# World’s Quickest Street Legal Cars



## F1Crazy (Dec 11, 2002)

cwsqbm said:


> Yes, I assume they could too. That's my point: any car could be modded to beat an Enzo in a drag race. Besides, I think the Evo8 could beat the Enzo for a standing km, especially if the gear was changed. It makes more horsepower and probably weighs less too.


Enzo weighs 2766 lbs, Evo IX is not only heavier at 3285 lbs but also has a aerodynamics of a brick so I really doubt it can keep up with Enzo at higher speeds. The Evo featured in that link produces 350 whp more than stock so it is on par with what Enzo makes at the wheels.

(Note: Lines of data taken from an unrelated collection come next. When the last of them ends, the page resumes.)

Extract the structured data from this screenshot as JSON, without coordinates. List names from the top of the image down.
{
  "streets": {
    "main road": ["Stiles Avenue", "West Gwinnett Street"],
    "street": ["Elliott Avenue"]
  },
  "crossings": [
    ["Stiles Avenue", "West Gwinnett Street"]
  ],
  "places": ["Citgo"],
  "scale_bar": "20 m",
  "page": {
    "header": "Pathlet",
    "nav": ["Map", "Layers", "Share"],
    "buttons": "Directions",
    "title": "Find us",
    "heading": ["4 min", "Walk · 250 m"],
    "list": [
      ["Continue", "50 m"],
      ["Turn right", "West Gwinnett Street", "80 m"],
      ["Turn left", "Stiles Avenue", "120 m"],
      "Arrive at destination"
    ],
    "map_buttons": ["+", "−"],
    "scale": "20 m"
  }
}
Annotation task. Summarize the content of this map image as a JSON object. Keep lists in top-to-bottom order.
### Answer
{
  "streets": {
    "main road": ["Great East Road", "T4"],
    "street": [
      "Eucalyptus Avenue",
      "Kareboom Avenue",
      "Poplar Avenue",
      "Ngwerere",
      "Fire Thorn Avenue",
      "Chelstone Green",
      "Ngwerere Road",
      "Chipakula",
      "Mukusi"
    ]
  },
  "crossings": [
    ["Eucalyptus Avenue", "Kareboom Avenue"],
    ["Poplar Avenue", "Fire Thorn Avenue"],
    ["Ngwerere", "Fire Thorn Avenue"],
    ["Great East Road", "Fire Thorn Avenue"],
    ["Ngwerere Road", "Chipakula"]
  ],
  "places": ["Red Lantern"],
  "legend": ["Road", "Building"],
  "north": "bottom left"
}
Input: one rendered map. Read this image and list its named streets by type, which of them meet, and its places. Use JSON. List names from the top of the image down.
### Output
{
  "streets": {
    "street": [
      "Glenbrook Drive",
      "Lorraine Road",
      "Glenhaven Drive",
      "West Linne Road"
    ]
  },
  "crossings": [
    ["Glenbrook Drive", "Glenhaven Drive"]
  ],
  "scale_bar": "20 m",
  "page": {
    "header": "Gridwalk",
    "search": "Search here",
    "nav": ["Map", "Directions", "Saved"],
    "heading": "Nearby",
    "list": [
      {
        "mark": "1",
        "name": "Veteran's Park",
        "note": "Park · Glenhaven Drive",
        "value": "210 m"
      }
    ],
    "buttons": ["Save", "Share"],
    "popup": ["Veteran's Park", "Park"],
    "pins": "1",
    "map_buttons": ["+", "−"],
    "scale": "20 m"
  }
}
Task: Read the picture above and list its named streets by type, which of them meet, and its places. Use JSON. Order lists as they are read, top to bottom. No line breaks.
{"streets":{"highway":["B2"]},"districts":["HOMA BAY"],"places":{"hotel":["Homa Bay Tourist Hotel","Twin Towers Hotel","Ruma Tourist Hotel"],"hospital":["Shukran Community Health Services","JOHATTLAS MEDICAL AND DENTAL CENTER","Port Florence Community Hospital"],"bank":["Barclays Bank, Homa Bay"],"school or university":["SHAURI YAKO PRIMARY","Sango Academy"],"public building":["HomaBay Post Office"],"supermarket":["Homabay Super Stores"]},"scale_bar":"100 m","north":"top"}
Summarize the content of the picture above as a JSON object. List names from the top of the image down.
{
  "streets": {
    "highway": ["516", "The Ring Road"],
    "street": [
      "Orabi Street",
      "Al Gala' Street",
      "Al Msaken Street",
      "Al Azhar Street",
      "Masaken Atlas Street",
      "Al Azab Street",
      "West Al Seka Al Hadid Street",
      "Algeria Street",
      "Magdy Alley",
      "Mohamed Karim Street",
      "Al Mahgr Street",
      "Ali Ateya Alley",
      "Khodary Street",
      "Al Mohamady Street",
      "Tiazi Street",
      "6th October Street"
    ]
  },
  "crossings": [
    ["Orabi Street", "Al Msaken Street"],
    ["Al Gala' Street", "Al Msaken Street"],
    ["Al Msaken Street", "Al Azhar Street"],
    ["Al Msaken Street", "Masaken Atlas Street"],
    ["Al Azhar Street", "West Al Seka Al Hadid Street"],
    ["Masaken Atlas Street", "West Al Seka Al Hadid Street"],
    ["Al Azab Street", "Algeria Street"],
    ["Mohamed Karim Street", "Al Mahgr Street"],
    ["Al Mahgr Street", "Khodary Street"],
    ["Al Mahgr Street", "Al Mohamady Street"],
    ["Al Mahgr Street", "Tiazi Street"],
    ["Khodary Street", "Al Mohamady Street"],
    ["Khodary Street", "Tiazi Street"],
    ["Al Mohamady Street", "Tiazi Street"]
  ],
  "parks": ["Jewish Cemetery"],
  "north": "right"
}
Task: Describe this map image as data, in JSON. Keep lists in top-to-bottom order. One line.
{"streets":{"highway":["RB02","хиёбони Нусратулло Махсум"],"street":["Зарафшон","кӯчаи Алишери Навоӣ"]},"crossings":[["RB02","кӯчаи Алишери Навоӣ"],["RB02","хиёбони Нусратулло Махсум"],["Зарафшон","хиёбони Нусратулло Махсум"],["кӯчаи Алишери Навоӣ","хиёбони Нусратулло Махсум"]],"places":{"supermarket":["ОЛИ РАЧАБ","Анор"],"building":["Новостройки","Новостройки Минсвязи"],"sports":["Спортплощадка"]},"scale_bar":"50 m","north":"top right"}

It's all moot point comparing the two anyway, which one would you rather have?


----------



## cwsqbm (Aug 4, 2004)

F1Crazy said:


> Enzo weighs 2766 lbs, Evo IX is not only heavier at 3285 lbs but also has a aerodynamics of a brick so I really doubt it can keep up with Enzo at higher speeds. The Evo featured in that link produces 350 whp more than stock so it is on par with what Enzo makes at the wheels.
> 
> It's all moot point comparing the two anyway, which one would you rather have?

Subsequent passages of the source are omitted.